Industrial Artist

Rackstraw Downes has built a considerable reputation on his panoramic paintings of rural Maine, the Texas prairie, and the Manhattan cityscape, yet the industrial vistas on this side of the Hudson remain some of his favorite subjects.

The badlands of New Jersey unfold across the valley that rolls between the green foothills of the northern suburbs and the urban canyons along the Hudson River, a landscape much traveled but little seen. It’s an industrial prairie, sparsely settled, crossed by black rivers and shimmering wires and looping ganglia of highways and railroads. Hulking steel towers and cranes rise from the marsh grass and muck. If our entire state were some unzoned rural township, this would be the swath of it where old washing machines spend their afterlife.

For all their large and pungent presence, the badlands lurk mostly in the background of our lives. We park in them for Giants games and Springsteen concerts. We gaze idly into them from the smoky windows of commuter buses and trains. We try to pick out familiar landmarks within them as they roll past on the opening credits of The Sopranos.

Outsiders who see less of the badlands tend to pay them more heed. For travelers passing through them along the Turnpike, the badlands are a sulphurous first and sometimes only impression of the Garden State. But for Rackstraw Downes, one of America’s most acclaimed and collected artists, they were the reason to come to New Jersey in the first place. Looking out that bus or train window one sunny day over the last couple of decades, you might have seen Downes at work down in the badlands, a slender, improbable figure bent over an easel, stippling a wide, narrow canvas with a watch-maker’s precision, chasing the light on the side of a refinery storage tank, devoting weeks to capturing an image that in an instant had flickered past you unseen.

In his mid-sixties now, Downes is an eminence of the New York art world.

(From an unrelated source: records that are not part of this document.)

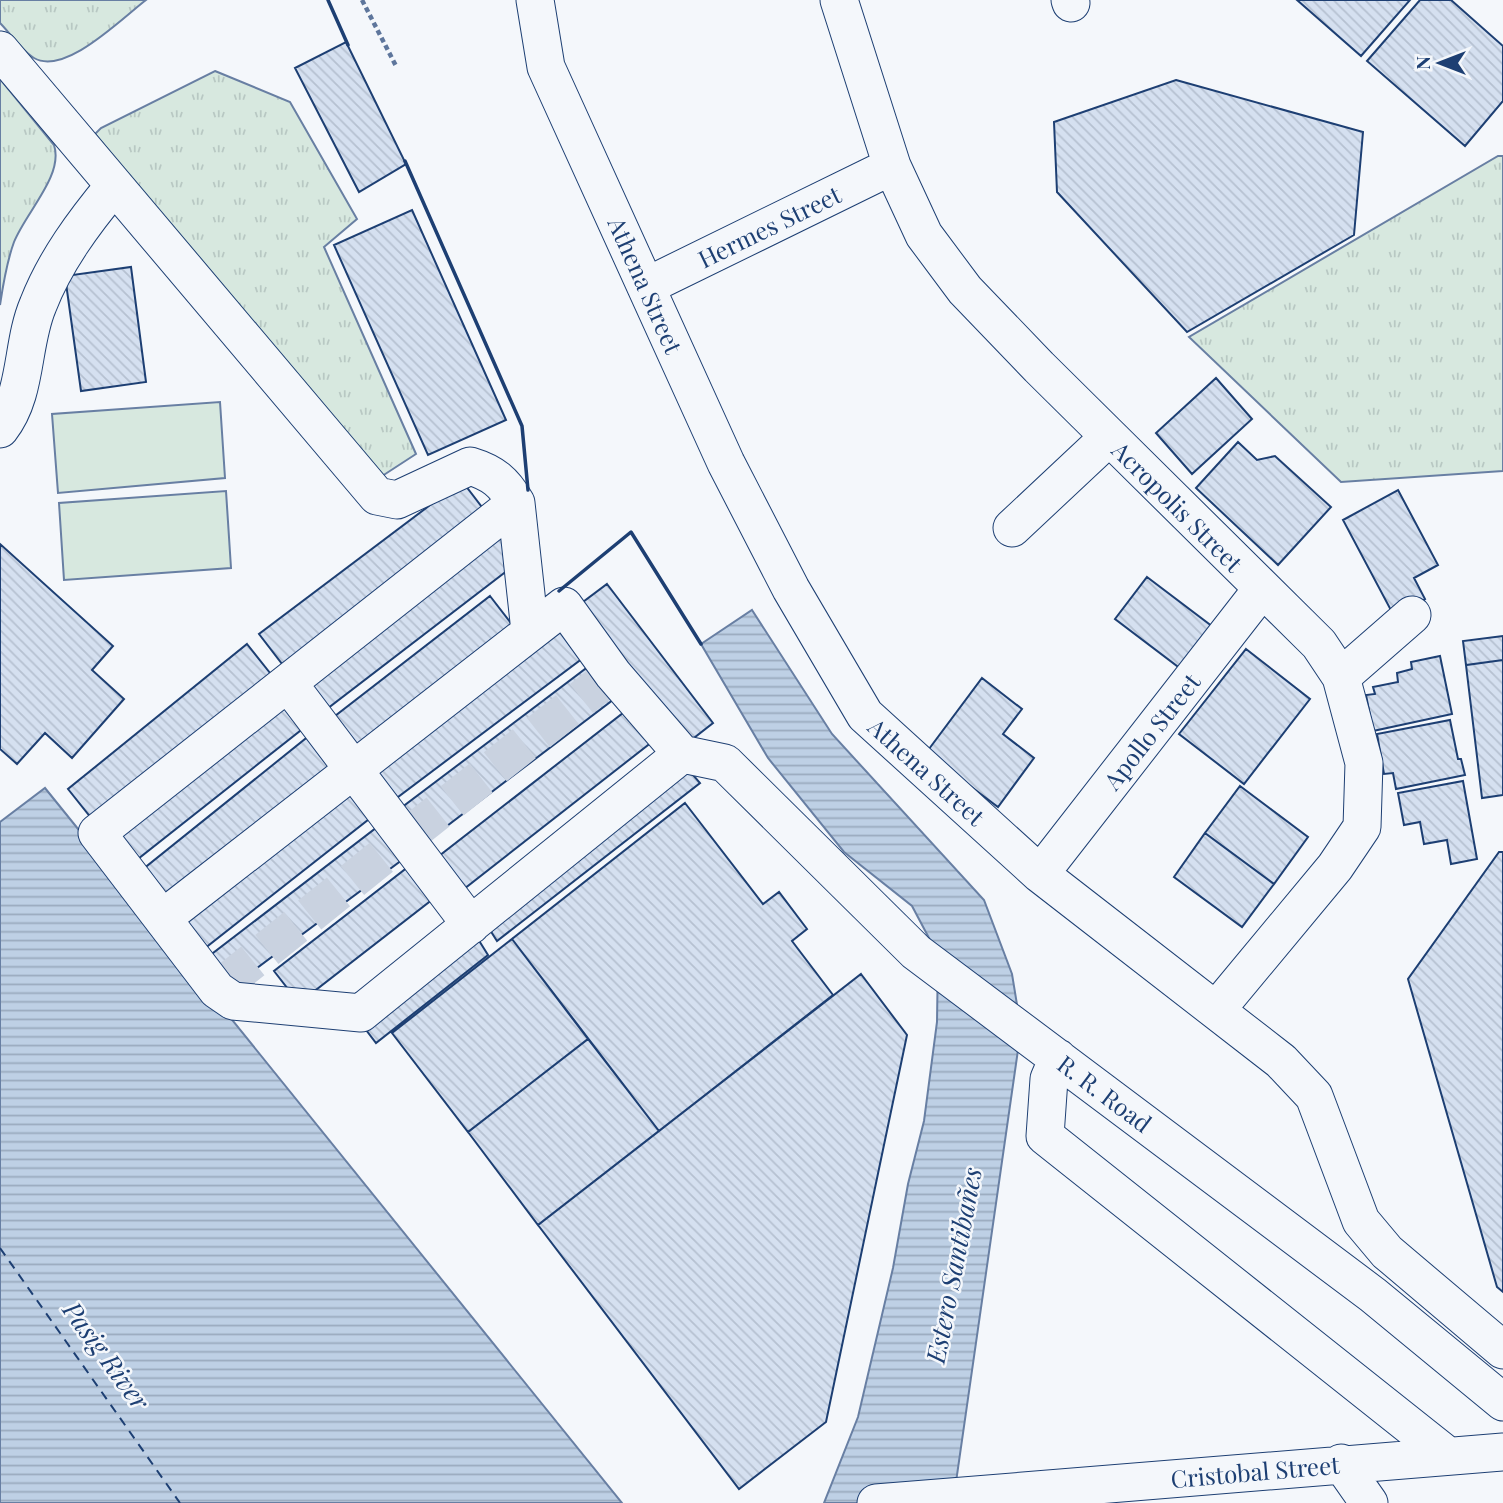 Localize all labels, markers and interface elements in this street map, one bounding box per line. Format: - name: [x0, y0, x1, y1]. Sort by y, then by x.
- north arrow: [1405, 28, 1475, 98]
- text: N: [1409, 56, 1435, 70]
- street label: Hermes Street: [692, 177, 846, 274]
- street label: Athena Street: [601, 211, 691, 359]
- street label: Acropolis Street: [1105, 433, 1250, 578]
- street label: Apollo Street: [1095, 666, 1207, 796]
- street label: Athena Street: [861, 709, 992, 832]
- street label: R. R. Road: [1052, 1047, 1158, 1139]
- water label: Estero Santibañes: [917, 1164, 989, 1367]
- water label: Pasig River: [55, 1293, 159, 1417]
- street label: Cristobal Street: [1169, 1448, 1341, 1494]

Last year Princeton University Press collected his greatest hits into a volume so sumptuous and seductive, the editors at Amazon.com, describing it as “an overdue and elegant tribute” to “a true ‘artist’s artist,’ ” picked it as 2005’s top art book. “It might seem odd that a brilliant realist painter would choose to spend months working on a seven-foot-long canvas of a boring stretch of the New Jersey Turnpike,” they wrote. “But in Rackstraw Downes’ hands, ordinary or unappealing elements of the American landscape suddenly seem worthy of close attention.”

Downes was born in England to actor parents—his father taught Laurence Olivier to fence—but came to America to study and then stayed. He attended graduate school at Yale in the early 1960s with a whole constellation of future art stars—Chuck Close, Richard Serra, and Brice Marden among the students; Alex Katz, Al Held, and Neil Welliver among the teachers—and, like most of them, he believed devoutly in abstraction. But not long after graduation, while living in New York, he went into Central Park and started painting trees. “I want to paint exactly the way something is,” he once said, “find the beauty in that.”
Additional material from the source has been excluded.